Do you have dnsmasq installed? In case it should be purged. Probably a relic from pre-FTLDNS times: G_AGP dnsmasq

This is on a fresh install of DietPi, so I’m pretty sure there’s no reason dnsmasq would’ve been installed:

root@DietPi:~# G_AGP dnsmasq
[  OK  ] Root access verified.
[ INFO ] Not installed, ignoring: dnsmasq
[ INFO ] None of the requested packages are currently installed. Aborting...
[  OK  ] G_AGP dnsmasq

swrobel
Could you please try to manually run the service restarts we do when clearing the log:

systemctl stop pihole-FTL
systemctl stop resolvconf
sleep 1
systemctl start resolvconf
systemctl start pihole-FTL

Also I am not sure if a simple systemctl restart pihole-FTL wouldn’t be sufficient now. resolvconf handling AFAIK is a relic from Pi-hole v3.X times, when pihole-FTL did not have dnsmasq included.
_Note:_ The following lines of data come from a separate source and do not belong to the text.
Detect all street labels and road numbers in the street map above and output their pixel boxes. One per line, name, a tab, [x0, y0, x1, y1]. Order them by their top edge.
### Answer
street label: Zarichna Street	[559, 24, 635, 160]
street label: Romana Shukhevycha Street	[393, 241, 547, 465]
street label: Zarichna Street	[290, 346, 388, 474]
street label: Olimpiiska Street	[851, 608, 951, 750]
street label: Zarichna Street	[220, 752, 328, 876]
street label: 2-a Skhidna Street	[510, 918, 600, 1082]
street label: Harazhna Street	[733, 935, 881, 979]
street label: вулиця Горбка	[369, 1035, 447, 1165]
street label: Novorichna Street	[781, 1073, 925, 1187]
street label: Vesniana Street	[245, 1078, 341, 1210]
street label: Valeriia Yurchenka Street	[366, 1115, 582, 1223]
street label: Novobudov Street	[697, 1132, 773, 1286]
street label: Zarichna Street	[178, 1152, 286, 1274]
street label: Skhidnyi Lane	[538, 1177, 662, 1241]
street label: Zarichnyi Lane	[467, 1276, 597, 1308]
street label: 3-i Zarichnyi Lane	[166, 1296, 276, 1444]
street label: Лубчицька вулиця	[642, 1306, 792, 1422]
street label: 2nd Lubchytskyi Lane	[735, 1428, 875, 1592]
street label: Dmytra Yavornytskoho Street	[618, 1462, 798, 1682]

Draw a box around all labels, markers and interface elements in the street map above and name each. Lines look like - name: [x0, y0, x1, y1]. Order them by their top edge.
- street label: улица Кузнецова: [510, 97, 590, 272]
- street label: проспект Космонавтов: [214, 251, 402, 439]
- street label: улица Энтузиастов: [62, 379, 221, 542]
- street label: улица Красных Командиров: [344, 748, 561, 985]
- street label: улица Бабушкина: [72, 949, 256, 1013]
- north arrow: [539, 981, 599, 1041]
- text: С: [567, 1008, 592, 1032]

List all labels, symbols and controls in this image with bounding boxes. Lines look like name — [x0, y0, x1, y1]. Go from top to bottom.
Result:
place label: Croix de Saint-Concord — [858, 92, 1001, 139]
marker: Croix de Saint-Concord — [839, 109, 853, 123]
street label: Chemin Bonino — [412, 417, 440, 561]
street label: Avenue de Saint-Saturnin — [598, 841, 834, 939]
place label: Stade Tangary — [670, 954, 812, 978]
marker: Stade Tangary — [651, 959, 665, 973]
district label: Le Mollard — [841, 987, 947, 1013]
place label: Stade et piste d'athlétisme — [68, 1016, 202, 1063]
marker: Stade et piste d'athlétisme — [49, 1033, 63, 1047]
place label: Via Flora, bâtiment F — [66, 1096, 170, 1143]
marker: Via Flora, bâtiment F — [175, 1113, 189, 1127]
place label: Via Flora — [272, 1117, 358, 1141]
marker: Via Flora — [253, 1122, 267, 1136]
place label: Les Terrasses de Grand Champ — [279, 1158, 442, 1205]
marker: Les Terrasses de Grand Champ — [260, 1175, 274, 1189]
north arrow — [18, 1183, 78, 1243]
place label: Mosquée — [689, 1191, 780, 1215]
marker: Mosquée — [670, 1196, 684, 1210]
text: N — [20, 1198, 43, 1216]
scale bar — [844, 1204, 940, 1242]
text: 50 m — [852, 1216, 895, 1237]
MichaIng that seems to have worked fine. The pi hole service is running & active.

swrobel
Okay so far so good. Since this is exactly what we do after clearing the logs, I am still wondering why it fails there.

Hmm I am thinking how to debug best. You could during a good time of the day remove all lines not from the last day manually:
nano /var/log/pihole.log

systemctl stop pihole-FTL
systemctl stop resolvconf
sleep 1
systemctl start resolvconf
systemctl start pihole-FTL

Then the next day the same time ± one hour, dietpi-logclear should do the same again, so might have a change to see it failing live. However still not sure how to debug then, since the logs are there and not helpful anyway :thinking:.

We could try to replace the lines:

systemctl stop pihole-FTL
systemctl stop resolvconf
sleep 1
systemctl start resolvconf
systemctl start pihole-FTL

with

systemctl restart pihole-FTL

Not sure if this works better, e.g. the resolvconf restart not required. I will also run some tests later and try to replicate the issue.